Podemos concluir este punto afirmando que el hombre en cuanto tal no es sólo imagen de Dios, sino también de Cristo, es imagen de la Imagen. Y no sólo los creyentes, sino el hombre en general, aunque no lo sepa. La definición del hombre como imagen de Dios significa que la relación con Dios, la destinación u ordenación a la comunión con Dios está en la esencia misma del ser humano, no sólo del creyente, y ésta es la idea original, que me parece, se puede rescatar de Pannenberg.

 

  1. Perspectiva dinámica y visión estática de la imagen divina en el hombre

 

La idea veterotestamentaria de la imagen de Dios aparece planteada en términos más bien estáticos: el hombre es imagen y representante de Dios en el mundo. Al igual que la imagen representa al modelo (la imagen o retrato del gobernador de un país representa al gobernador frente a su pueblo), el hombre representa a Dios ante la entera creación. Los egipcios consideraban al faraón imagen y representante de la divinidad en la tierra. En la concepción bíblica la condición de imagen no se limita al rey, sino que se dice de todo hombre. Expresa el señorío de Dios sobre su creación a cuya participación y disfrute ha sido llamado el hombre. Por encima de todas las criaturas, según el relato sacerdotal del Génesis, el hombre es representante del dominio mismo de Dios sobre su creación.

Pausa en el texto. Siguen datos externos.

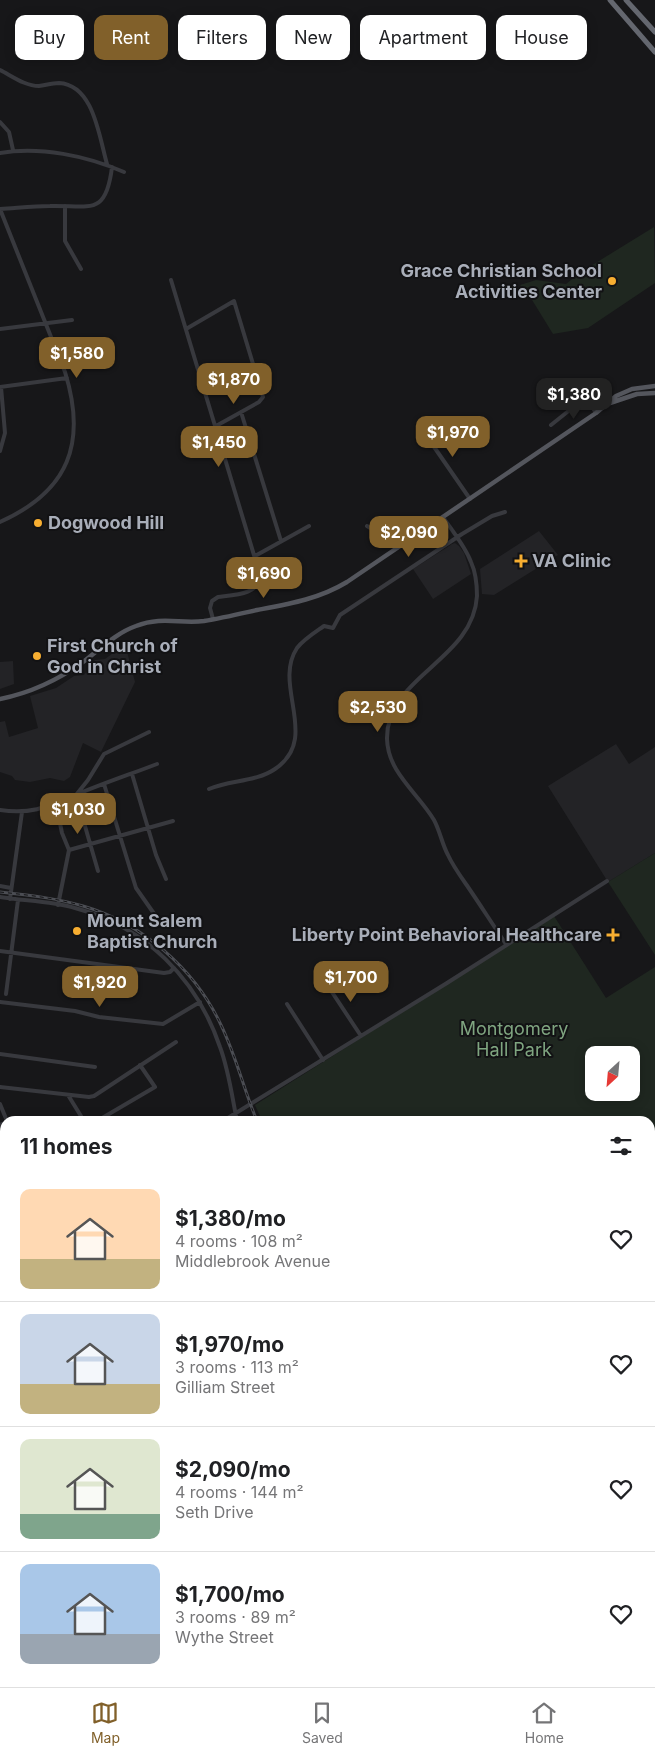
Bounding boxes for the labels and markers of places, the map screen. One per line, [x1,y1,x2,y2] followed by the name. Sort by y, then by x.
[401,260,602,302] place label: Grace Christian School Activities Center
[606,275,618,287] marker: Grace Christian School Activities Center
[36,336,118,379] pin: $1,580
[193,362,275,405] pin: $1,870
[533,378,615,420] pin: $1,380
[412,416,494,458] pin: $1,970
[178,426,260,468] pin: $1,450
[48,512,164,533] place label: Dogwood Hill
[368,516,450,558] pin: $2,090
[32,517,44,529] marker: Dogwood Hill
[532,550,611,571] place label: VA Clinic
[514,554,528,568] marker: VA Clinic
[223,556,305,599] pin: $1,690
[47,635,178,677] place label: First Church of God in Christ
[31,650,43,662] marker: First Church of God in Christ
[337,690,419,733] pin: $2,530
[37,792,119,835] pin: $1,030
[87,910,218,952] place label: Mount Salem Baptist Church
[292,924,602,945] place label: Liberty Point Behavioral Healthcare
[71,925,83,937] marker: Mount Salem Baptist Church
[606,928,620,942] marker: Liberty Point Behavioral Healthcare
[310,960,392,1003] pin: $1,700
[59,966,141,1008] pin: $1,920

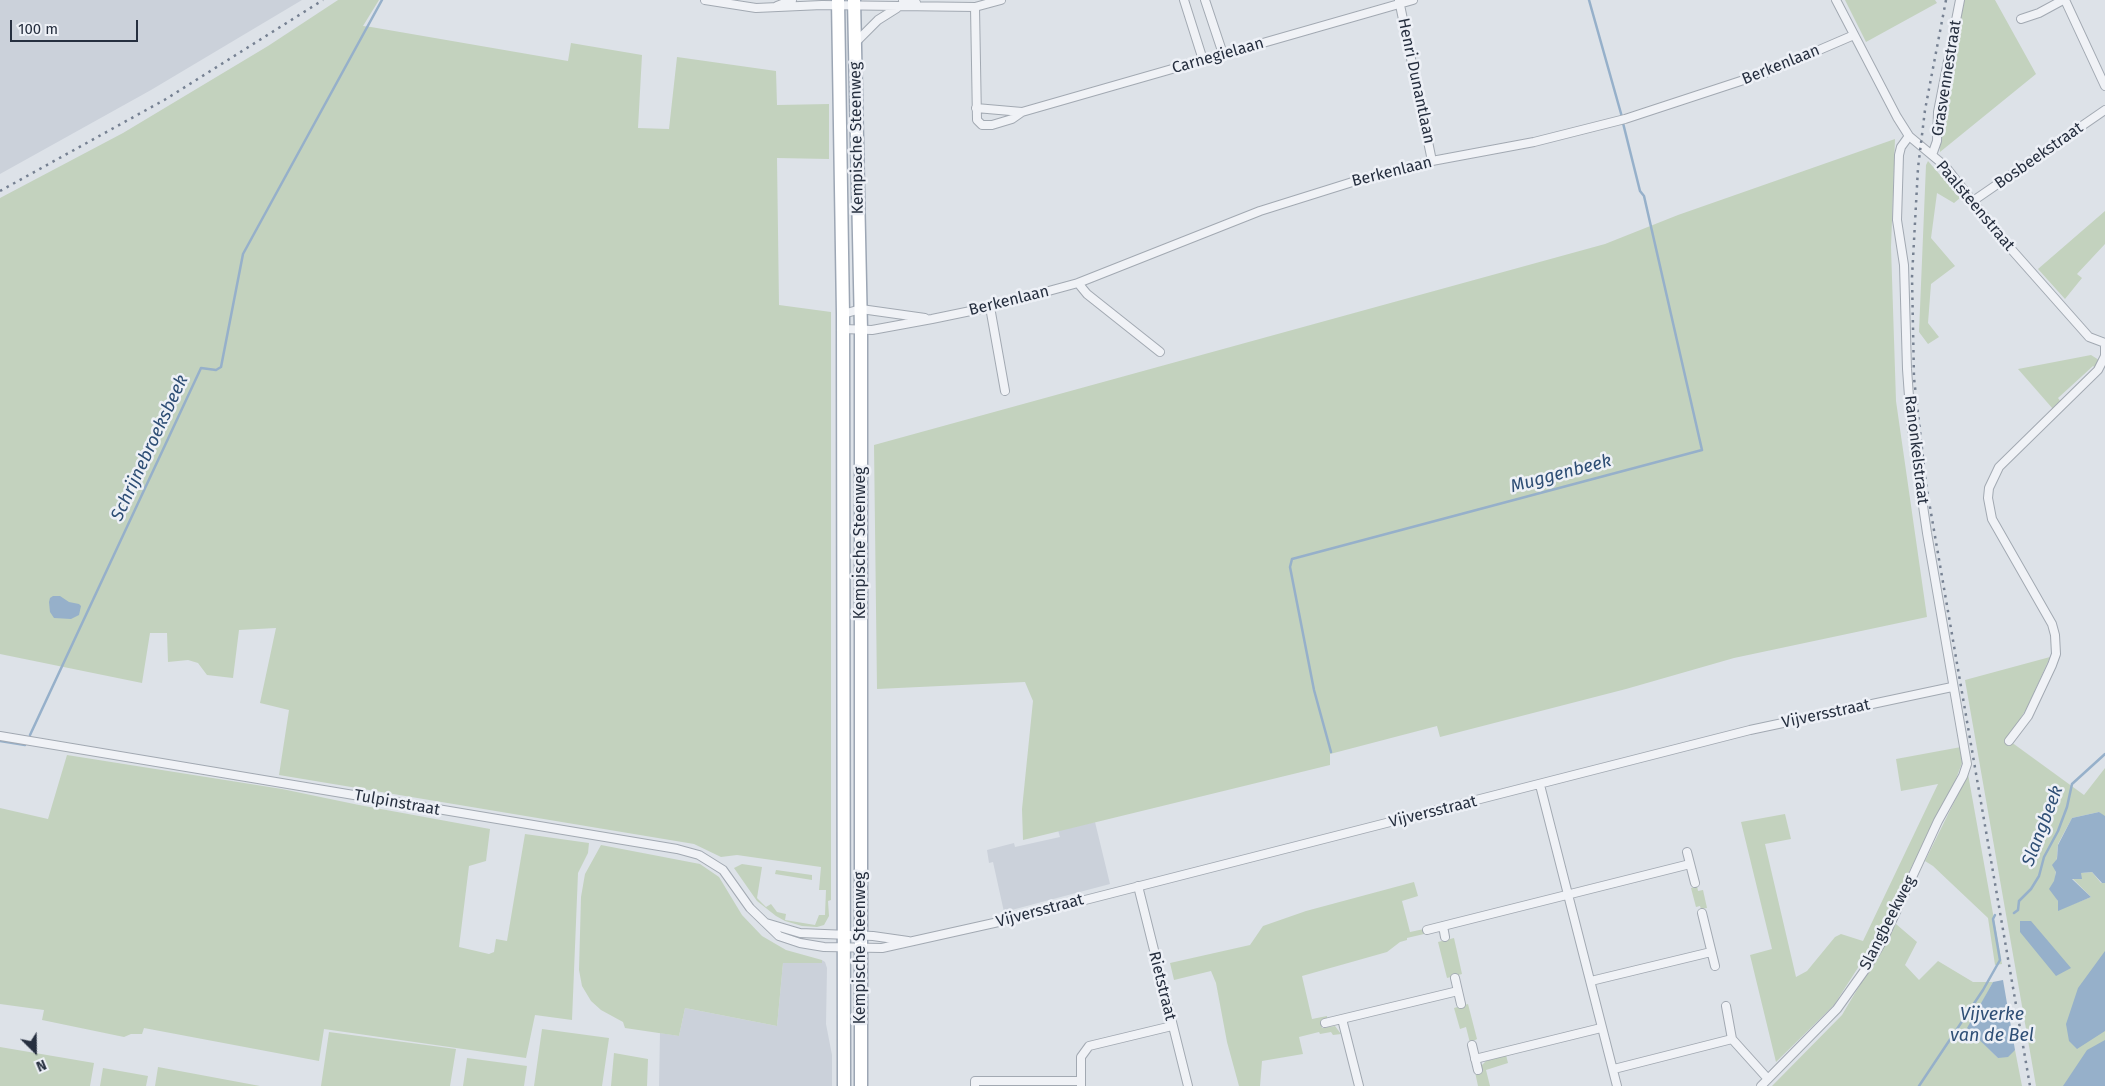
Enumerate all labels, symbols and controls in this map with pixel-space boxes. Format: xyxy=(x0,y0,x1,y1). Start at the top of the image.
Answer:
scale bar xyxy=(12,10,140,42)
street label: Henri Dunantlaan xyxy=(1393,16,1439,146)
street label: Grasvennestraat xyxy=(1928,19,1966,137)
text: 100 m xyxy=(18,20,58,38)
street label: Carnegielaan xyxy=(1170,34,1266,78)
street label: Berkenlaan xyxy=(1739,41,1823,89)
street label: Kempische Steenweg xyxy=(846,62,868,214)
street label: Bosbeekstraat xyxy=(1991,118,2087,194)
street label: Berkenlaan xyxy=(1350,153,1434,191)
street label: Paalsteenstraat xyxy=(1932,157,2018,255)
street label: Berkenlaan xyxy=(967,282,1051,320)
water label: Schrijnebroeksbeek xyxy=(107,372,193,524)
street label: Ranonkelstraat xyxy=(1900,394,1932,506)
water label: Muggenbeek xyxy=(1508,450,1614,498)
street label: Kempische Steenweg xyxy=(851,467,871,619)
street label: Vijversstraat xyxy=(1780,695,1872,733)
water label: Slangbeek xyxy=(2018,783,2068,869)
street label: Tulpinstraat xyxy=(352,786,442,820)
street label: Vijversstraat xyxy=(1387,792,1479,832)
street label: Kempische Steenweg xyxy=(851,872,871,1024)
street label: Slangbeekweg xyxy=(1856,873,1920,973)
street label: Vijversstraat xyxy=(994,890,1086,932)
street label: Rietstraat xyxy=(1144,949,1180,1023)
water label: Vijverke van de Bel xyxy=(1950,1004,2034,1046)
north arrow xyxy=(10,1026,60,1076)
text: N xyxy=(33,1056,49,1075)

A mi juicio, hay que superar el concepto de una naturaleza clausurada, invariable, dada de una vez por todas en el origen de la existencia, por una imagen de Dios en el hombre en devenir, en desarrollo, como tarea. La intención de no hacer distinción entre las nociones de imagen y semejanza va encaminada a concebir la semejanza divina como empeño del hombre para completar la imagen de Cristo en nosotros. Toda la existencia cristiana ha de apuntar a esto: “a reproducir la imagen del Hijo” (Rom. 8, 29). La imagen de Dios en el hombre no es una magnitud estática, sino una realidad dinámica cuyo desarrollo consiste en revestirse de Cristo o participar de su imagen, al decir de San Pablo: “revestíos del hombre nuevo que se va renovando… según la imagen de su creador” (Col 3, 10).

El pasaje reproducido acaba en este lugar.